Head of the Research Laboratory University Hospital of Tübingen, Dept. of Oral and Maxillofacial Surgery, Baden-Wurttemberg, Germany
Abstract: Our present study reports on epigenetic changes identified after the differentiation of induced pluripotent stem cells (iPSCs) into mesenchymal stem cells (MSCs), referred to as iMSCs. A genome-wide DNA methylation analysis revealed that the methylation patterns of iMSCs closely resemble those of jaw periosteal cells (JPCs) but differ significantly from iPSCs. This was confirmed through heatmap analyses and principal component analysis (PCA), which showed that iMSCs are positioned between JPCs and iPSCs, with distinct methylation patterns specific to iMSCs. The functional implications of these epigenetic differences were investigated using gene enrichment analyses. The results indicated processes related to extracellular matrix organization and cell adhesion, explaining the distinct adhesion behavior of iMSCs compared to JPCs. Genes with specific methylation patterns for iMSCs, JPCs, or iPSCs were identified, including for instance COL4A2 for iMSCs, COL1A1 for JPCs and the tumor suppressor gene DLC1 for iPSCs.

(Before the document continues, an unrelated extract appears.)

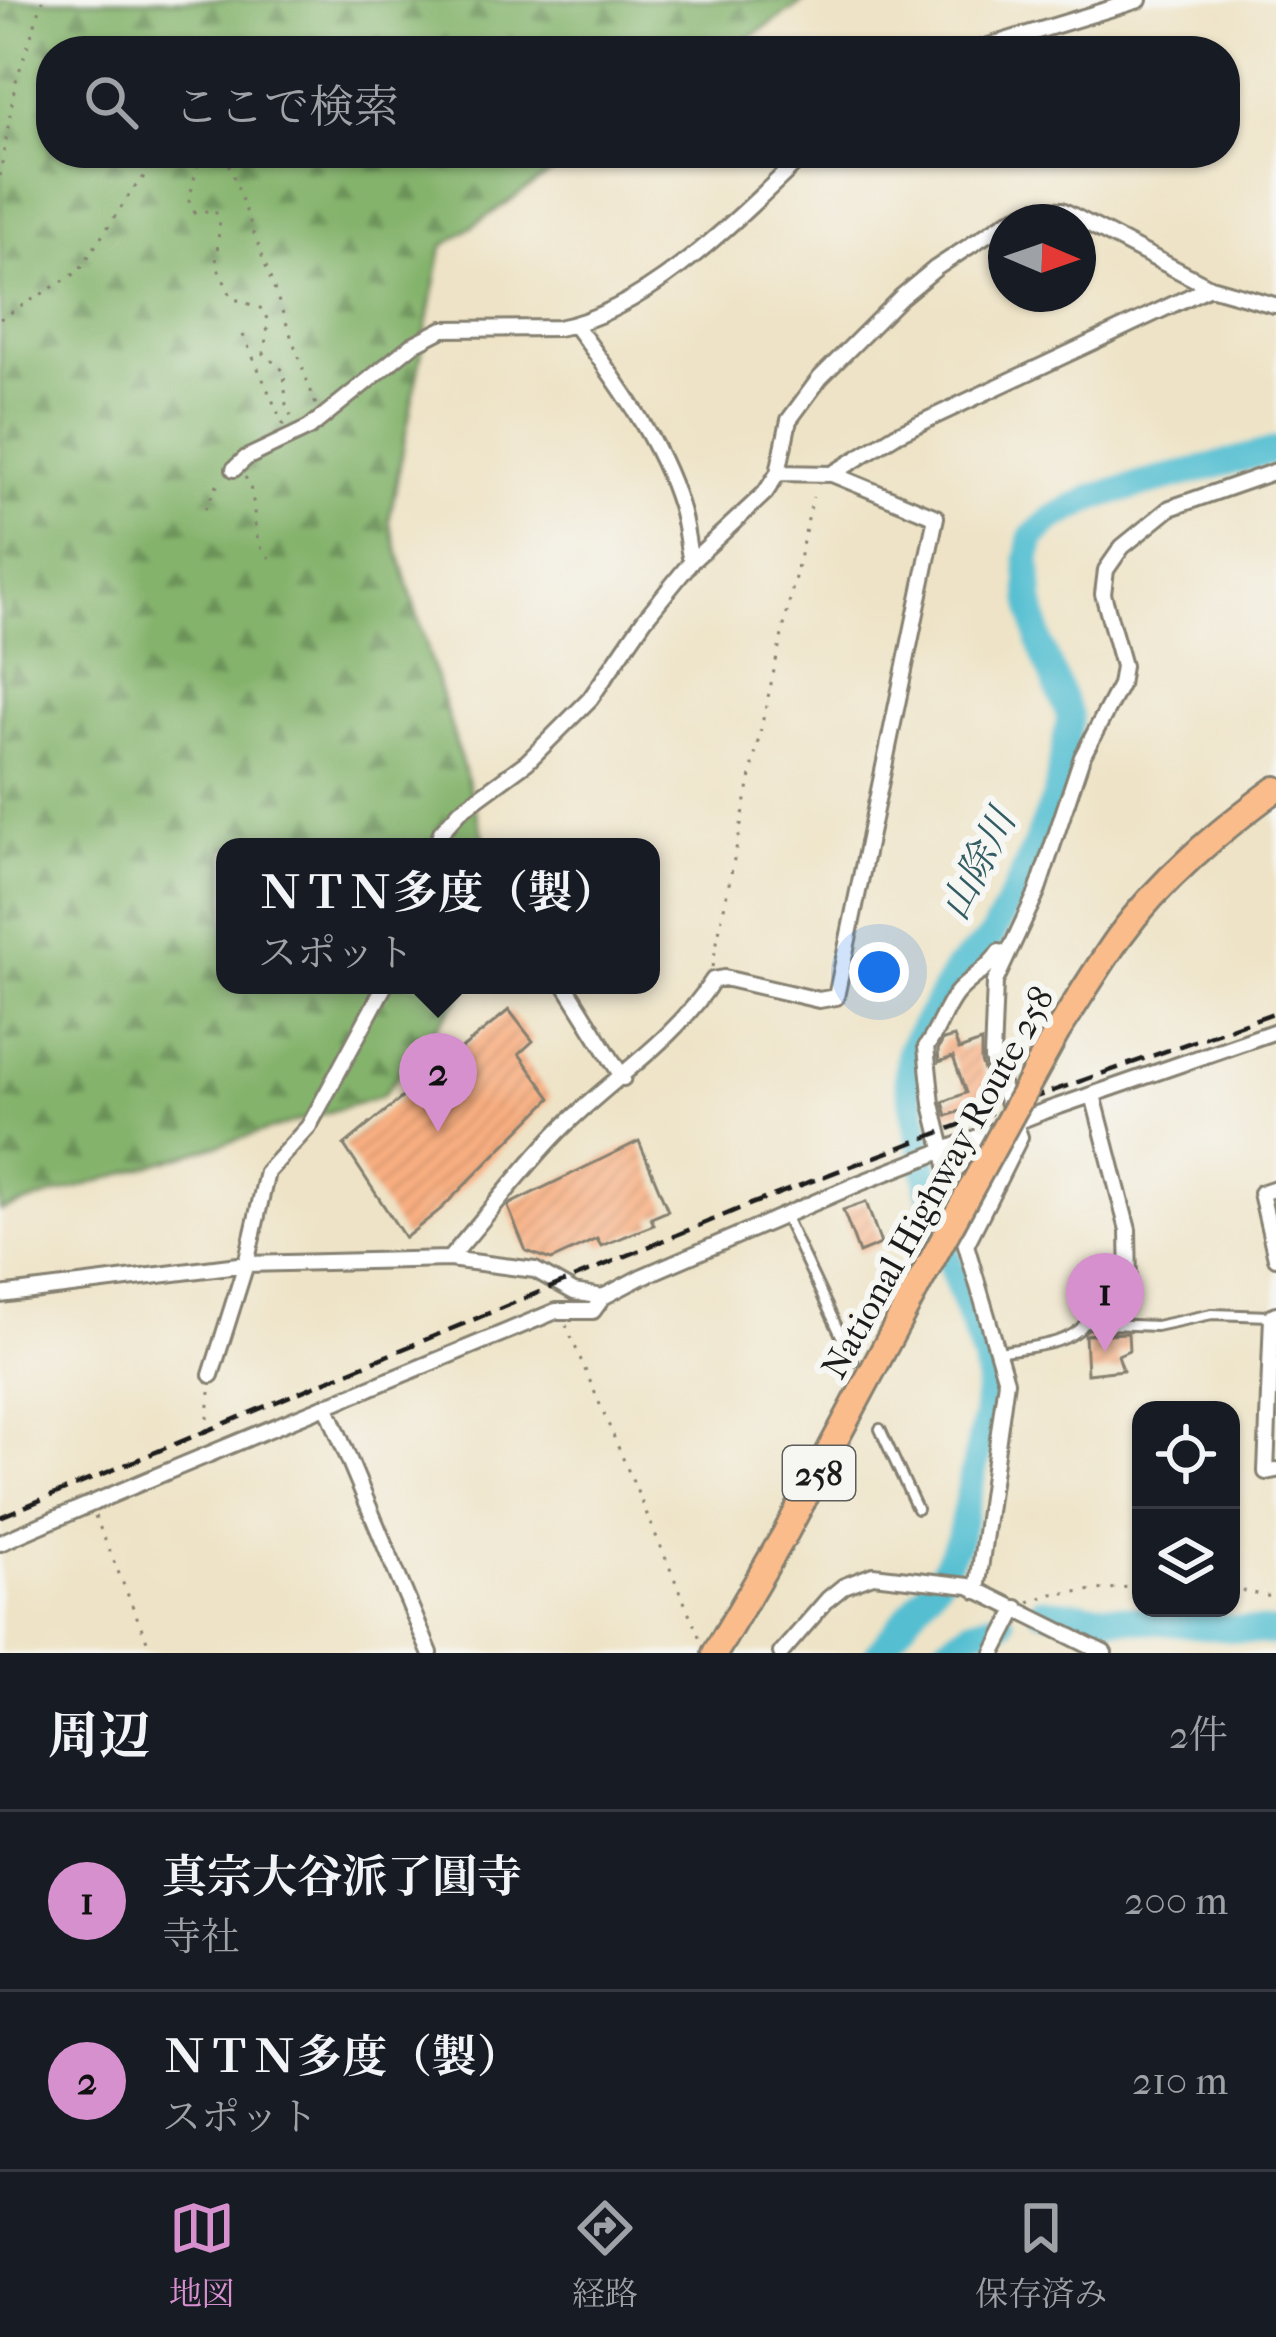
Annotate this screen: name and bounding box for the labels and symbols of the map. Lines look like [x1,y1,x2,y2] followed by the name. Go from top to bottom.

Furthermore, we could confirm that biological aging can be assessed using DNA methylation clocks (DNAm clocks). Reprogrammed iPSCs showed epigenetic rejuvenation with an age close to zero, which was maintained after differentiation into iMSCs. This result highlights the rejuvenating effects of cell reprogramming. In summary, the findings of our study demonstrate that iMSCs exhibit functional and epigenetic similarities to JPCs while also possessing specific differences. These insights could influence future applications in regenerative medicine, particularly in the development of rejuvenated cell therapies.
Funding Source: This study was partially funded by German Research Foundation, grant number AL 1486/6-1/AV 133/7-1.